If you get the 1st 2 subclasses right those next two would be easy designs you are in effect swapping out some class features for something else. That is easy most of it is in 5E somewhere. The hard part is writing a few exploits/gambits that perhaps can be class exclusive, kind of like Warlock invocations and some of the 4E powers can return and be beefed up if they are outright magical. Come and get it can be similar to suggestion and/or do other things as well as its 4E effect.
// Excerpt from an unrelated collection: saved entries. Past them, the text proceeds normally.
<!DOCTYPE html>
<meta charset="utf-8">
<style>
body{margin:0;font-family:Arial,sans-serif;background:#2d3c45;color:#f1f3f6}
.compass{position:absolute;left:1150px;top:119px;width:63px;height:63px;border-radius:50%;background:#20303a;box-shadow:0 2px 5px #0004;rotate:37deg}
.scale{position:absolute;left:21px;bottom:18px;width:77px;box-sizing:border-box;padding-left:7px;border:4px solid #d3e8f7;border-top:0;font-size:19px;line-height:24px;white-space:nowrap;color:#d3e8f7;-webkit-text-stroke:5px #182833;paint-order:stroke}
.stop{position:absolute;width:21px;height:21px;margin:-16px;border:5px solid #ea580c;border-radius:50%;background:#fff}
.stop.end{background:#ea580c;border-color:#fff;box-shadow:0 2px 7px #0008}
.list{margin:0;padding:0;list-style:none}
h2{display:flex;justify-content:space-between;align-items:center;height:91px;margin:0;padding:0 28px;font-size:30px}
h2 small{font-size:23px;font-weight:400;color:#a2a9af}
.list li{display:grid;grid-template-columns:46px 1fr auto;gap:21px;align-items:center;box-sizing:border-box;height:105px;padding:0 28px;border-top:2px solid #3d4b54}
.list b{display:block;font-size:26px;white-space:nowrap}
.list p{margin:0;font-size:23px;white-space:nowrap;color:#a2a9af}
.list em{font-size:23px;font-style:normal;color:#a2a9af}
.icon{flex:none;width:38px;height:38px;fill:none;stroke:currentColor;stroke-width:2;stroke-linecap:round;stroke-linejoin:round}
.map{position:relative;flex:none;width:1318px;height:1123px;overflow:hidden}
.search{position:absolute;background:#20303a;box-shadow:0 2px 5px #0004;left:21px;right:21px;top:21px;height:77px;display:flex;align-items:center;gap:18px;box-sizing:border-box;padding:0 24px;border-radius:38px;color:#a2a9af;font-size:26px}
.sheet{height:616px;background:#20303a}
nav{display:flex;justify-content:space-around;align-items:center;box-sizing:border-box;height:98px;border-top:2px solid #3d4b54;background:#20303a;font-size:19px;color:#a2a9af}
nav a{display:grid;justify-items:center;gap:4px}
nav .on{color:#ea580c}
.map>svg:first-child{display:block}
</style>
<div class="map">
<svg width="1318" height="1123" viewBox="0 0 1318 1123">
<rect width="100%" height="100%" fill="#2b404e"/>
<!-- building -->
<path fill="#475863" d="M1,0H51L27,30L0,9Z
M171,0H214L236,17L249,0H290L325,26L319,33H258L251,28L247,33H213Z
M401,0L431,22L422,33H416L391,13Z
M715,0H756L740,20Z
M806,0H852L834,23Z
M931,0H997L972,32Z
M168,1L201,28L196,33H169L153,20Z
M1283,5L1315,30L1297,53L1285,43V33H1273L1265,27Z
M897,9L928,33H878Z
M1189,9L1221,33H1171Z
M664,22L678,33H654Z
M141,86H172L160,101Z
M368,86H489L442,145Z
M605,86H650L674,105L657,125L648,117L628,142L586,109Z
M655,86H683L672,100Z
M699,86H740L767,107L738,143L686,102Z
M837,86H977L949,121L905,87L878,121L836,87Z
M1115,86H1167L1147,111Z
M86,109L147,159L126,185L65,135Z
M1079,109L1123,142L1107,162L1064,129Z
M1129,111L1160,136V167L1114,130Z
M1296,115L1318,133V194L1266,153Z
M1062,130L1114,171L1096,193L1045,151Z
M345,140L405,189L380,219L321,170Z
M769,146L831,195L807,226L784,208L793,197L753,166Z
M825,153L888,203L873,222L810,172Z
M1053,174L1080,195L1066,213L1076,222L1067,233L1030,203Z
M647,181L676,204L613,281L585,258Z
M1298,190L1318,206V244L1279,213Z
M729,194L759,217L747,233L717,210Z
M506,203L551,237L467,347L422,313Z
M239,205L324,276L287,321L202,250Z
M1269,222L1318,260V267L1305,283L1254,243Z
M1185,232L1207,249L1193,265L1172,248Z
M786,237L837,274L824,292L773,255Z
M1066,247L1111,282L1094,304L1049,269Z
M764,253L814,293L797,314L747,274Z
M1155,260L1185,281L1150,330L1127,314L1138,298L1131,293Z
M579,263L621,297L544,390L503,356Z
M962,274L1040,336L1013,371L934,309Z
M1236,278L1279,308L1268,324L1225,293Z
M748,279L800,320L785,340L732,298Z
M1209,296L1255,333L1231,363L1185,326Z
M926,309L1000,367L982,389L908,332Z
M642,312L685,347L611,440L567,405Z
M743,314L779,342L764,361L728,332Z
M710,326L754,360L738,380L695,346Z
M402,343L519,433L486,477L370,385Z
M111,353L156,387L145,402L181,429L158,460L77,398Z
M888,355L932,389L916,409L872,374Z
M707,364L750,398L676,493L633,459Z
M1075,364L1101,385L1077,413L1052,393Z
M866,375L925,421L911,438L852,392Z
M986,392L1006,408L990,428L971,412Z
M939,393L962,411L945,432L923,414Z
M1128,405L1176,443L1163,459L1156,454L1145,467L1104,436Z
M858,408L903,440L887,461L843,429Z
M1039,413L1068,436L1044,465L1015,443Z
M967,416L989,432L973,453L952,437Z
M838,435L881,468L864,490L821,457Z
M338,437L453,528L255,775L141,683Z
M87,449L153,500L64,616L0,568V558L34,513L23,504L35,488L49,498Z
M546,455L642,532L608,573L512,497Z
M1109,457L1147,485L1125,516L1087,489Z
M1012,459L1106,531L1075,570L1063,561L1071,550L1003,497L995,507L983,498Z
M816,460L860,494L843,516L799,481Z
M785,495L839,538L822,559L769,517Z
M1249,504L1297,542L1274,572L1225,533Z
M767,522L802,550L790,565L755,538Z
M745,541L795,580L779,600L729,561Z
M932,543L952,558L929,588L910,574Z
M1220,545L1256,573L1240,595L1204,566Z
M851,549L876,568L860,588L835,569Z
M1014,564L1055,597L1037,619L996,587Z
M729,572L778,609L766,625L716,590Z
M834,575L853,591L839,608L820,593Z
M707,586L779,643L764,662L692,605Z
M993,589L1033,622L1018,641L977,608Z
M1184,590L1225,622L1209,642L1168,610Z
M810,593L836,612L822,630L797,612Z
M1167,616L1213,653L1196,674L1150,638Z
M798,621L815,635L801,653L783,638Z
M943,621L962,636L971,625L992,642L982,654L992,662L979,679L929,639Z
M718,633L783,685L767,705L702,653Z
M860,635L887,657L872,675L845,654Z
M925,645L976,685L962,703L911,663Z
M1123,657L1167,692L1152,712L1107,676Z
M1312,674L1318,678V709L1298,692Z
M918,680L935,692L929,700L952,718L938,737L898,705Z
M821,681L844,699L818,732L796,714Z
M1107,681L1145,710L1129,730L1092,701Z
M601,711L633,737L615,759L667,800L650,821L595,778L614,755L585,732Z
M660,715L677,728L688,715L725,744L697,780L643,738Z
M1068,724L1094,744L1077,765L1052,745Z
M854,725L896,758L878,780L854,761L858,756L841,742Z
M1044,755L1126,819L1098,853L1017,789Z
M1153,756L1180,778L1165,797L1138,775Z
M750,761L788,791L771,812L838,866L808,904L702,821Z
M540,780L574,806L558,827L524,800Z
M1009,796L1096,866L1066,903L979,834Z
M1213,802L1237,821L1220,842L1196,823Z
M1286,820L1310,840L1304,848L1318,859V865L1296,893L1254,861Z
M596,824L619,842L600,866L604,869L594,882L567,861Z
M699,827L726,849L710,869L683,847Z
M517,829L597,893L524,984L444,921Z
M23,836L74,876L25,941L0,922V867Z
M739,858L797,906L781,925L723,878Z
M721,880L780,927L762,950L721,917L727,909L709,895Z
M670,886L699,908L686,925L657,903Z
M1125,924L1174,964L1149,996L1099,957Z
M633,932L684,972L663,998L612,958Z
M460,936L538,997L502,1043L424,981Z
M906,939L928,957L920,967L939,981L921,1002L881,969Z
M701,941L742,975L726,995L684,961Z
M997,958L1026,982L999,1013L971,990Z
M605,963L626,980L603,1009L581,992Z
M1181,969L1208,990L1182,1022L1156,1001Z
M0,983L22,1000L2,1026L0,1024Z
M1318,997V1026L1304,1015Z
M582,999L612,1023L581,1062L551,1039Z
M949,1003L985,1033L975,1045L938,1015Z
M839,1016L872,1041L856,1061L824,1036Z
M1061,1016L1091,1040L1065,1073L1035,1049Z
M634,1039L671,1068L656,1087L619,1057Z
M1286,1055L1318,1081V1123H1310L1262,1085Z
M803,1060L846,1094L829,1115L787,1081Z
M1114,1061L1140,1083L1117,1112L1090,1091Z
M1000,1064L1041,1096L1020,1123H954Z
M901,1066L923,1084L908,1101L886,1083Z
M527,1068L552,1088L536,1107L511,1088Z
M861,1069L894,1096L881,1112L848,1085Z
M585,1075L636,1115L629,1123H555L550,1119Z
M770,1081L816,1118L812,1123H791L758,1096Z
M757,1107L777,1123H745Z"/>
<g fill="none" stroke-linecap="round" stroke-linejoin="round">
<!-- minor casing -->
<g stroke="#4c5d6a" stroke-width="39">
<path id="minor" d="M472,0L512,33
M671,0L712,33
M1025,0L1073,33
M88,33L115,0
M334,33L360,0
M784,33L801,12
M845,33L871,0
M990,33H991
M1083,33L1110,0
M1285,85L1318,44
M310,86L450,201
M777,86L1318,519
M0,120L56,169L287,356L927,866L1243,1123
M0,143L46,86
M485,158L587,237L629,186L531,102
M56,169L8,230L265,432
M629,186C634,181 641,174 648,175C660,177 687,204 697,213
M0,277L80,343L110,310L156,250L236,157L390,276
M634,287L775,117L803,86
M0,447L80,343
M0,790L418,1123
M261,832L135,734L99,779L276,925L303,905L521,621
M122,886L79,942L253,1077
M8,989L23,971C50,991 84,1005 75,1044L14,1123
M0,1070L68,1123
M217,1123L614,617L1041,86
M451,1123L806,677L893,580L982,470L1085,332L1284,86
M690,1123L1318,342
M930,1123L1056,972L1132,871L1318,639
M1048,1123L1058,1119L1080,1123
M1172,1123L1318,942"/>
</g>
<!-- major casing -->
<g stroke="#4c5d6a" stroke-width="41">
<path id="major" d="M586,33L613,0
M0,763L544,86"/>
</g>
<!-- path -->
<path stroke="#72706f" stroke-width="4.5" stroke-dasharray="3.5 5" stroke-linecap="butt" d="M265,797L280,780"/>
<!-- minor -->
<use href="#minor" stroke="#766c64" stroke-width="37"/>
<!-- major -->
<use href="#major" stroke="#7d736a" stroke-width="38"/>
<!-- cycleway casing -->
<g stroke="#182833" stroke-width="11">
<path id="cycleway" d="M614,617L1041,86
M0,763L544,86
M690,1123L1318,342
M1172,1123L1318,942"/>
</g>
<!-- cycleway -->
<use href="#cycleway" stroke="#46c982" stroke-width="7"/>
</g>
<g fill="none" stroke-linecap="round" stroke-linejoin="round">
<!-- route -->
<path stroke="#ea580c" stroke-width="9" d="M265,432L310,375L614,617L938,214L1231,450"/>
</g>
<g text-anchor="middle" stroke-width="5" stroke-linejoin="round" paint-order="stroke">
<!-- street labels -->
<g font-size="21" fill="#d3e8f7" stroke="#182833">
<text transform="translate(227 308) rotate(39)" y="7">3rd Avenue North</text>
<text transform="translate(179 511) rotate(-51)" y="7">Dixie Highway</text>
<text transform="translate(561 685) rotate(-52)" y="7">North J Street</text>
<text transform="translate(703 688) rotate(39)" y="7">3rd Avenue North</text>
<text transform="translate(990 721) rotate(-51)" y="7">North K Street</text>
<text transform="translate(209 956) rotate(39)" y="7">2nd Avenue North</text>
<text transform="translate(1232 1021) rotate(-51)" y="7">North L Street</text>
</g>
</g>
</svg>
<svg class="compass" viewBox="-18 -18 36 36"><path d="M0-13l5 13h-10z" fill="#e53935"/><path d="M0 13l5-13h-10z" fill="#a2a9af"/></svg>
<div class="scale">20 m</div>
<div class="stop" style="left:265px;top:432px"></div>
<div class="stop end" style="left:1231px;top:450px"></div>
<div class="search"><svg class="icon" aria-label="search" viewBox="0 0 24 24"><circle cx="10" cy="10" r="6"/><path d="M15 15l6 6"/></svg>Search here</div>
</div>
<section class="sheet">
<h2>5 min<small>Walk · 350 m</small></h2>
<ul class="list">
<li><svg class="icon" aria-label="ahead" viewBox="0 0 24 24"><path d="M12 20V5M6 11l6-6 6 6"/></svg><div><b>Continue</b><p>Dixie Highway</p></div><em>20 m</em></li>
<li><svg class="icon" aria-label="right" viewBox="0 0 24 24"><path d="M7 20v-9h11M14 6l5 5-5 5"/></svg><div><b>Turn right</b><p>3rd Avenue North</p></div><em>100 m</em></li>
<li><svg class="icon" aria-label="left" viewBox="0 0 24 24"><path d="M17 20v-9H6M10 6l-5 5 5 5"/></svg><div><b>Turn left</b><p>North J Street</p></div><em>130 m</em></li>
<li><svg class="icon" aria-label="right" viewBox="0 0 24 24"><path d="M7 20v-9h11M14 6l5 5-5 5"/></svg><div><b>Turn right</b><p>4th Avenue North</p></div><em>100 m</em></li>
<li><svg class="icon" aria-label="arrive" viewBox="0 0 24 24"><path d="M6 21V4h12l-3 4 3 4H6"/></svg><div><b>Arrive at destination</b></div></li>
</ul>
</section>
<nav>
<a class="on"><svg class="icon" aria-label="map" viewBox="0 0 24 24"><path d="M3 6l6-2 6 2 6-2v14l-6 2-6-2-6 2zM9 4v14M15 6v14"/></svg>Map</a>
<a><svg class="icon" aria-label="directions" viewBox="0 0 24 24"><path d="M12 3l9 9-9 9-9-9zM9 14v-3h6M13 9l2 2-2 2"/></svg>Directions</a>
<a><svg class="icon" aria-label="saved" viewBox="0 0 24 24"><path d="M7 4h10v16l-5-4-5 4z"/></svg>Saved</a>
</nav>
You could do an aura one as well updating the 3.5 Marshall as a subclass. Replace short rest type mechanics with auras and stuff like that so tats perhaps a 5th one. Level 1 abilities.
Grant 2nd wind /1 day
Tactical: intelligence to initiative
Inspiring: Cha to healing
Bravura: weapon combat style (enabling a decent archer one a'la 4th), don't include TWF as part of it a'la Paladin.
Divine WL Paladin: One lay on hands, cleric some domain feature.
Marshall: some sort of aura doing whatever.
Lvl 2 Cure 30' 2d8+level (short rest), 1st gambit/exploit
lvl 3 Major subclass ability
Lvl 4 ASI
Level 5 some generic ability+ subclass exclusive gambits/exploits.
Combined with a new exploit/gambit/power every time you level up.